According to the SEC’s updated 2017 regulatory agenda, a potential amendment to the so-called “Loan Provision” of Regulation S-X, regarding the impact of loans or debtor-creditor relationships on auditor independence, is in the “final rule stage,” with the SEC’s Office of Chief Accountant considering issuing a recommendation that the SEC amend the Loan Provision. The regulatory agenda, which is available on the “Reginfo.gov” website maintained by the Office of Information and Regulatory Affairs (part of the Office of Management and Budget), is a nonbinding indicator of the rulemaking plans of the SEC’s chairman and staff. 

As we have previously reported, SEC Commissioner Michael Piwowar gave a speech in early May 2017 in which he stated that he directed the SEC staff to begin working on amendments to the Loan Provision to “address unnecessary compliance issues and instead focus attention on lending relationships that actually threaten auditor independence.” At that time, Commissioner Piwowar noted that “this rulemaking is consistent with my view that the Commission evaluate whether the rules and policies the agency implements are indeed achieving their intended objectives.”

Background

As a reminder, Rule 2-01(c) under Regulation S-X sets forth a non-exclusive list of circumstances that are considered inconsistent with the “independence” of a registered public accounting firm (an Audit Firm), including the Loan Provision. The Loan Provision provides that an Audit Firm is not independent when the Audit Firm has a loan from “record or beneficial owners of more than ten percent of the audit client’s equity securities.” An “audit client,” in turn, is defined to include any affiliate of the audit client and, when the audit client is an entity within an “investment company complex” (as defined in Regulation S-X), it also includes every entity within the investment company complex, regardless of whether the Audit Firm actually provides audit services to those other entities. 
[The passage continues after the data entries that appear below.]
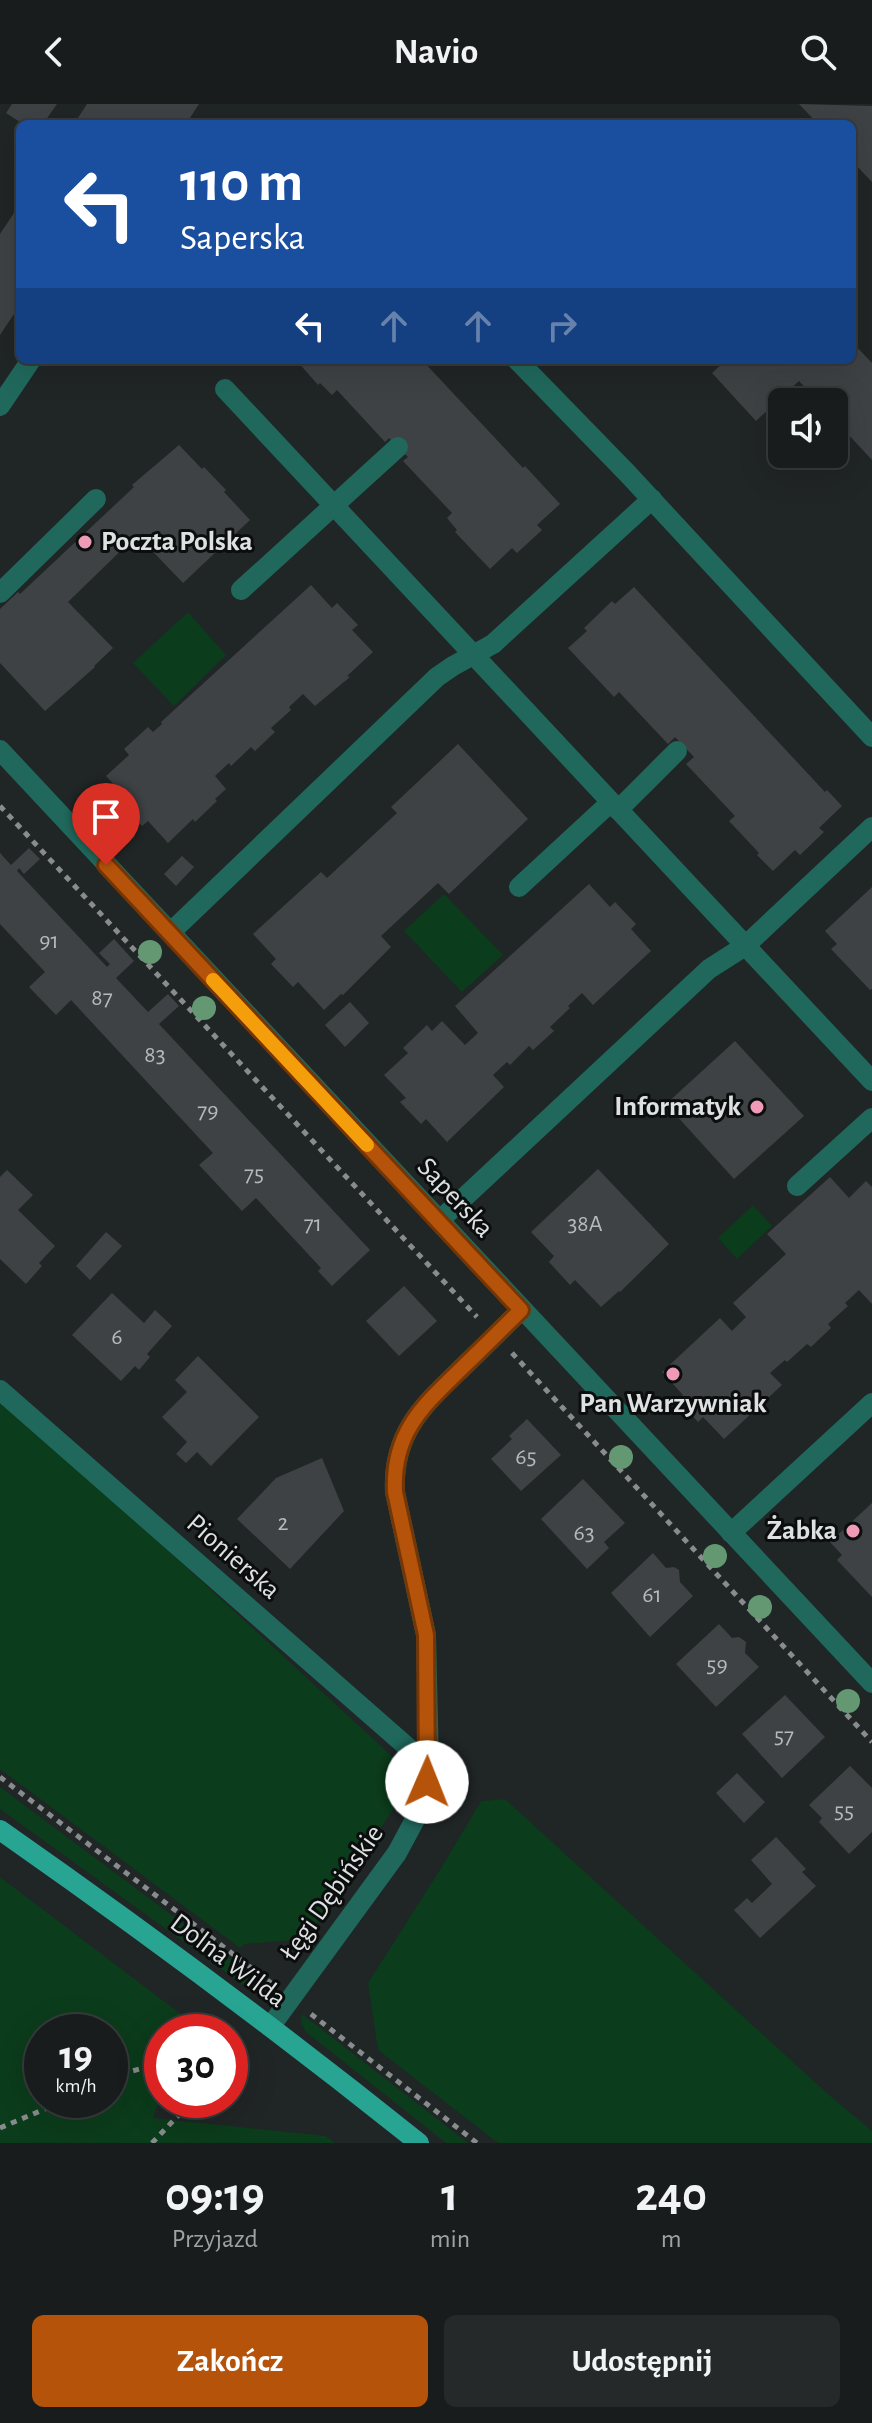 <!DOCTYPE html>
<html lang="pl">
<head>
<meta charset="utf-8">
<style>
  :root { --surface:#181c1c; --page:#252929; --text:#f1f3f6; --muted:#9fa1a3; --line:#363a3b; --accent:#b45309 }
  body { margin:0; font-family:"Alegreya Sans",sans-serif; background:var(--page); color:var(--text); height:100vh; display:flex; flex-direction:column; font-size:30px; white-space:nowrap }
  * { box-sizing:border-box; margin:0 }
  p { font-size:26px; color:var(--muted) }
  .icon { flex:none; width:44px; height:44px; fill:none; stroke:currentColor; stroke-width:2; stroke-linecap:round; stroke-linejoin:round }
  .map { position:relative; height:2039px; overflow:hidden }
  .side { display:flex; flex-direction:column; background:var(--surface); flex:1 }
  .side>* { flex:none }
  .guide { position:absolute; left:16px; top:16px; width:840px; height:244px; border-radius:12px; box-shadow:0 8px 32px #0002,0 0 0 2px var(--line); background:#1a4fa0; color:#fff; overflow:hidden }
  .buttons { position:absolute; left:768px; top:284px; display:grid; gap:16px }
  .buttons a { display:grid; place-items:center; width:80px; height:80px; border-radius:12px; background:var(--surface); box-shadow:0 8px 32px #0002,0 0 0 2px var(--line); font-size:40px }
  .speed { position:absolute; left:24px; top:1910px; display:flex; gap:16px; font-size:40px; font-weight:700; text-align:center }
  .speed>* { display:grid; place-content:center; width:104px; height:104px; border-radius:50%; background:var(--surface); box-shadow:0 8px 32px #0002,0 0 0 2px var(--line); line-height:1 }
  .speed small { font-size:20px; font-weight:400 }
  .speed .limit { border:12px solid #d22; background:#fff; color:#111 }
  .pin { position:absolute; display:grid; place-items:center; width:68px; height:68px; color:#fff; margin:-82px -34px; border-radius:50% 50% 50% 0; rotate:-45deg; box-shadow:0 0 8px #0007 }
  .pin .icon { rotate:45deg }
  .me { position:absolute; width:88px; margin:-44px; rotate:1deg; stroke-linejoin:round; filter:drop-shadow(0 0 6px #0008) }
  .turn { display:flex; align-items:center; gap:28px; height:168px; padding:0 32px; font-size:36px }
  .turn .icon { width:104px; height:104px; stroke-width:2.5 }
  .turn b { display:block; font-size:56px; line-height:68px }
  .lanes { display:flex; align-items:center; height:76px; padding:0 32px; background:#0003; justify-content:center; gap:40px; direction:ltr }
  .lanes .off { opacity:.35 }
  .eta { display:flex; justify-content:space-evenly; align-items:center; height:136px; text-align:center }
  .eta b { font-size:48px; font-weight:700; line-height:56px }
  .button { display:flex; gap:16px; margin-top:auto; padding:16px 32px }
  .button a { flex:1; height:92px; border-radius:12px; background:var(--accent); color:#fff; font-size:32px; font-weight:700; line-height:92px; text-align:center }
  .button a+a { background:var(--page); color:var(--text) }
  header { display:flex; justify-content:space-between; align-items:center; height:104px; padding:0 32px; background:var(--surface); font-size:36px; font-weight:700 }
  .map>svg:first-child { display:block }
  .green { fill:#0b3c1b; fill-rule:evenodd }
  .building { fill:#3e4245 }
  .lines { fill:none; stroke-linecap:round; stroke-linejoin:round }
  .path { stroke:#888c8d; stroke-width:5; stroke-dasharray:6 6; stroke-linecap:butt }
  .minor { stroke:#20685c; stroke-width:20 }
  .major { stroke:#27a592; stroke-width:20 }
  .tree { fill:#649872 }
  .route-casing { stroke:#753606; stroke-width:20 }
  .route { stroke:#b45309; stroke-width:14 }
  .slow { stroke:#f59e0b; stroke-width:14 }
  .poi-dot { fill:#ef9ab7; stroke:#0c0e0e; stroke-width:3 }
  .labels { text-anchor:middle; dominant-baseline:central; stroke-width:6; stroke-linejoin:round; paint-order:stroke }
  .number-label { font-size:24px; fill:#b6b9bb }
  .poi-label { font-size:28px; font-weight:bold; fill:#dee1e2; stroke:#0c0e0e; text-anchor:end }
  .street-label { font-size:28px; fill:#dee1e2; stroke:#0c0e0e }
</style>
</head>
<body>
<header><svg class="icon" aria-label="back" viewBox="0 0 24 24"><path d="M15 5l-7 7 7 7"/></svg>Navio<svg class="icon" aria-label="search" viewBox="0 0 24 24"><circle cx="10" cy="10" r="6"/><path d="M15 15l6 6"/></svg></header>
<div class="map">
<svg width="872" height="2039" viewBox="0 0 872 2039">
  <rect width="100%" height="100%" fill="#202526"/>
  <g class="green">
    <polygon points="188,508 226,551 174,602 133,559"/>
    <polygon points="444,790 503,851 462,888 404,827"/>
    <polygon points="753,1101 772,1122 737,1155 718,1134"/>
    <polygon points="0,1292 406,1665 408,1683 306,1835 245,1840 240,1844 0,1665"/>
    <polygon points="0,1683 252,1871 273,1890 262,1894 253,1888 0,1705"/>
    <polygon points="505,1695 828,1990 872,2027 872,2039 498,2039 378,1946 368,1879 443,1761 481,1697"/>
    <path d="M0,1773L190,1917L186,1928H162V1989L153,2014L326,2032L335,2039H0ZM42,1928H110V1996H42Z"/>
    <polygon points="302,1910 468,2039 446,2039 306,1928 301,1919"/>
  </g>
  <g class="building">
    <polygon points="12,0 57,0 43,20 23,20 6,9"/>
    <polygon points="87,0 199,0 186,20 74,20"/>
    <polygon points="799,0 872,2 872,78 852,57 852,20 818,20"/>
    <polygon points="20,100 20,201 0,231 0,130"/>
    <polygon points="852,238 872,259 872,356 834,315 834,298 818,298 799,277 756,317 712,269 726,256 852,256"/>
    <polygon points="298,256 422,256 523,364 525,362 560,400 537,421 542,426 517,449 512,444 490,465 455,428 457,426 447,414 452,409 403,357 408,353 389,334 385,338 337,286 332,291 320,279 318,281 297,257"/>
    <polygon points="179,341 202,365 204,363 226,386 224,388 250,416 183,479 137,431 68,498 113,544 94,562 95,563 45,607 0,559 0,505 18,488 20,490 134,383 132,381"/>
    <polygon points="311,481 332,504 337,499 358,521 352,526 373,548 347,572 350,573 315,602 303,590 289,603 291,606 271,624 275,628 255,647 251,643 231,662 229,659 215,672 226,685 215,695 217,697 195,718 193,715 168,739 148,717 142,722 121,700 127,695 106,672 129,651 124,645 148,623 153,628 162,620 161,618"/>
    <polygon points="634,483 825,688 827,686 842,702 819,724 824,728 800,751 795,746 773,767 757,751 759,749 729,717 735,712 686,660 694,653 675,633 668,640 619,588 614,593 568,544 587,527 584,524 612,497 615,500"/>
    <polygon points="458,640 528,715 449,790 438,779 381,832 391,843 343,891 341,890 324,906 298,878 293,883 271,860 276,855 253,830 321,768 327,774 397,709 391,703"/>
    <polygon points="29,744 40,755 24,770 19,764 17,767 107,863 110,860 99,849 114,835 134,857 116,874 148,908 168,890 179,902 159,920 370,1146 332,1182 318,1167 321,1164 256,1094 242,1107 199,1061 213,1049 71,896 56,911 29,883 45,868 0,820 0,749 11,761"/>
    <polygon points="182,752 194,763 176,782 164,770"/>
    <polygon points="589,780 610,803 615,798 636,820 631,825 651,847 593,901 582,889 568,902 570,904 550,923 554,927 533,946 529,942 510,961 507,958 493,971 504,983 447,1038 426,1015 421,1020 400,998 406,994 384,971 408,949 403,944 427,921 432,927 442,917 465,941 478,929 455,902"/>
    <polygon points="872,783 872,885 870,886 831,845 837,840 825,827"/>
    <polygon points="350,898 369,919 345,943 325,921"/>
    <polygon points="735,937 804,1012 734,1075 666,1000"/>
    <polygon points="598,1065 669,1140 620,1188 619,1187 601,1203 575,1176 570,1181 549,1158 554,1152 531,1128"/>
    <polygon points="7,1066 33,1091 18,1106 55,1142 39,1159 42,1162 26,1180 0,1155 0,1073"/>
    <polygon points="830,1073 849,1094 866,1077 872,1083 872,1200 859,1186 845,1199 848,1202 828,1220 831,1224 811,1243 807,1240 787,1258 785,1256 770,1269 782,1281 724,1335 703,1313 698,1318 678,1296 683,1291 662,1268 720,1214 732,1227 746,1213 733,1199 786,1150 767,1130"/>
    <polygon points="106,1128 122,1142 90,1176 76,1162"/>
    <polygon points="404,1182 437,1217 399,1252 366,1217"/>
    <polygon points="112,1189 144,1219 155,1206 172,1222 147,1250 150,1253 139,1266 135,1262 121,1277 72,1231"/>
    <polygon points="198,1252 259,1313 211,1362 197,1348 186,1359 176,1350 187,1338 162,1313 187,1288 175,1276"/>
    <polygon points="527,1315 561,1351 521,1387 491,1355 512,1335 509,1332"/>
    <polygon points="322,1354 344,1407 290,1465 237,1415 276,1374"/>
    <polygon points="583,1375 625,1419 604,1438 609,1444 587,1465 541,1415"/>
    <polygon points="872,1399 872,1493 837,1456 842,1451 830,1438"/>
    <polygon points="653,1449 666,1464 674,1463 679,1466 680,1478 693,1492 650,1533 611,1489"/>
    <polygon points="719,1520 732,1534 739,1533 746,1538 745,1549 759,1563 716,1603 676,1560"/>
    <polygon points="785,1591 825,1633 782,1674 742,1630"/>
    <polygon points="850,1662 872,1684 872,1728 849,1750 819,1718 822,1714 809,1701"/>
    <polygon points="737,1669 765,1698 744,1719 716,1689"/>
    <polygon points="776,1733 806,1765 802,1768 816,1782 760,1834 734,1806 747,1794 752,1799 772,1780 751,1756"/>
  </g>
  <g class="lines">
    <g class="path">
      <polyline points="0,702 477,1213"/>
      <polyline points="512,1249 872,1638"/>
      <polyline points="0,1673 271,1879"/>
      <polyline points="311,1910 477,2039"/>
      <polyline points="230,1948 240,1931"/>
      <polyline points="110,1973 162,1959"/>
      <polyline points="0,2024 66,1996"/>
      <polyline points="152,2039 193,1996"/>
    </g>
    <g class="minor">
      <polyline points="517,256 628,370 872,633"/>
      <polyline points="225,285 872,977"/>
      <polyline points="0,302 31,256"/>
      <polyline points="241,486 398,343"/>
      <polyline points="0,489 96,395"/>
      <polyline points="0,646 872,1579"/>
      <polyline points="618,706 677,647"/>
      <polyline points="519,783 611,698"/>
      <polyline points="170,829 437,573 453,562 493,540 652,395"/>
      <polyline points="797,1082 872,1014"/>
      <polyline points="439,1117 709,865 745,842 872,723"/>
      <polyline points="0,1286 429,1662"/>
      <polyline points="731,1429 872,1299"/>
      <path d="M270,1923L397,1749L426,1695L429,1662L426,1531L395,1388C392,1328 424,1301 463,1263C483,1244 502,1225 521,1206"/>
    </g>
    <path class="major" d="M0,1726C143,1826 283,1930 419,2039"/>
  </g>
  <g class="tree">
    <circle cx="150" cy="848" r="12"/>
    <circle cx="204" cy="904" r="12"/>
    <circle cx="621" cy="1353" r="12"/>
    <circle cx="715" cy="1452" r="12"/>
    <circle cx="760" cy="1503" r="12"/>
    <circle cx="848" cy="1597" r="12"/>
  </g>
  <g class="lines">
    <g class="route-casing">
      <path id="route" d="M106,761L521,1206C502,1225 483,1244 463,1263C424,1301 392,1328 395,1388L426,1531L427,1678"/>
    </g>
    <use href="#route" class="route"/>
    <polyline class="slow" points="213,876 367,1041"/>
  </g>
  <g class="poi-dot">
    <circle cx="85" cy="438" r="8"/>
    <circle cx="757" cy="1003" r="8"/>
    <circle cx="673" cy="1270" r="8"/>
    <circle cx="853" cy="1427" r="8"/>
  </g>
  <g class="labels">
    <g class="number-label">
      <text x="49" y="837">91</text>
      <text x="102" y="894">87</text>
      <text x="155" y="951">83</text>
      <text x="208" y="1007">79</text>
      <text x="254" y="1070">75</text>
      <text x="313" y="1120">71</text>
      <text x="585" y="1120">38A</text>
      <text x="117" y="1233">6</text>
      <text x="526" y="1353">65</text>
      <text x="283" y="1419">2</text>
      <text x="584" y="1429">63</text>
      <text x="652" y="1491">61</text>
      <text x="717" y="1561">59</text>
      <text x="784" y="1632">57</text>
      <text x="844" y="1707">55</text>
    </g>
    <g class="poi-label">
      <text x="101" y="438" text-anchor="start">Poczta Polska</text>
      <text x="741" y="1003">Informatyk</text>
      <text x="673" y="1300" text-anchor="middle">Pan Warzywniak</text>
      <text x="837" y="1427">Żabka</text>
    </g>
    <g class="street-label">
      <text transform="translate(455 1094) rotate(47)">Saperska</text>
      <text transform="translate(233 1453) rotate(41)">Pionierska</text>
      <text transform="translate(332 1789) rotate(-55)">Łęgi Dębińskie</text>
      <text transform="translate(228 1857) rotate(37)">Dolna Wilda</text>
    </g>
  </g>
</svg>
<div class="buttons">
<a><svg class="icon" aria-label="sound" viewBox="0 0 24 24"><path d="M4 9h4l5-4v14l-5-4H4zM17 9q2 3 0 6"/></svg></a>
</div>
<div class="speed"><div>19<small>km/h</small></div><div class="limit">30</div></div>
<div class="pin" style="left:106px;top:761px;background:#d93025"><svg class="icon" aria-label="arrive" viewBox="0 0 24 24"><path d="M6 21V4h12l-3 4 3 4H6"/></svg></div>
<svg class="me" style="left:427px;top:1678px" viewBox="-20 -20 40 40"><circle r="19" fill="#fff"/><path d="M0-13L10 11 0 6-10 11z" fill="#b45309"/></svg>
<div class="guide">
<div class="turn"><svg class="icon" aria-label="left" viewBox="0 0 24 24"><path d="M17 20v-9H6M10 6l-5 5 5 5"/></svg><div><b>110 m</b>Saperska</div></div>
<div class="lanes"><svg class="icon" aria-label="left" viewBox="0 0 24 24"><path d="M17 20v-9H6M10 6l-5 5 5 5"/></svg><svg class="icon off" aria-label="ahead" viewBox="0 0 24 24"><path d="M12 20V5M6 11l6-6 6 6"/></svg><svg class="icon off" aria-label="ahead" viewBox="0 0 24 24"><path d="M12 20V5M6 11l6-6 6 6"/></svg><svg class="icon off" aria-label="right" viewBox="0 0 24 24"><path d="M7 20v-9h11M14 6l5 5-5 5"/></svg></div>
</div>
</div>
<section class="side">
<div class="eta">
<div><b>09:19</b><p>Przyjazd</p></div>
<div><b>1</b><p>min</p></div>
<div><b>240</b><p>m</p></div>
</div>
<div class="button"><a>Zakończ</a><a>Udostępnij</a></div>
</section>
</body>
</html>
Temporary No-Action Relief on Auditor Independence and the Loan Provision

On June 20, 2016, the staff of the SEC’s Division of Investment Management, in consultation with the Office of the Chief Accountant and the Division of Corporation Finance, issued a no-action letter to Fidelity Management & Research Company (FMR) assuring that, for 18 months from the issuance date, and subject to certain conditions set forth in the letter, the staff would not recommend enforcement action to the SEC if a registered fund or other entity in its investment company complex employs an Audit Firm that has relationships causing technical non-compliance as a result of the Loan Provision. Thus, although the no-action letter issued to FMR helped alleviate some of the compliance challenges faced by mutual funds with respect to the Loan Provision, it did not provide a “permanent fix.” 

Any further developments on the Loan Provision will be addressed in a future issue of the Regulatory Update.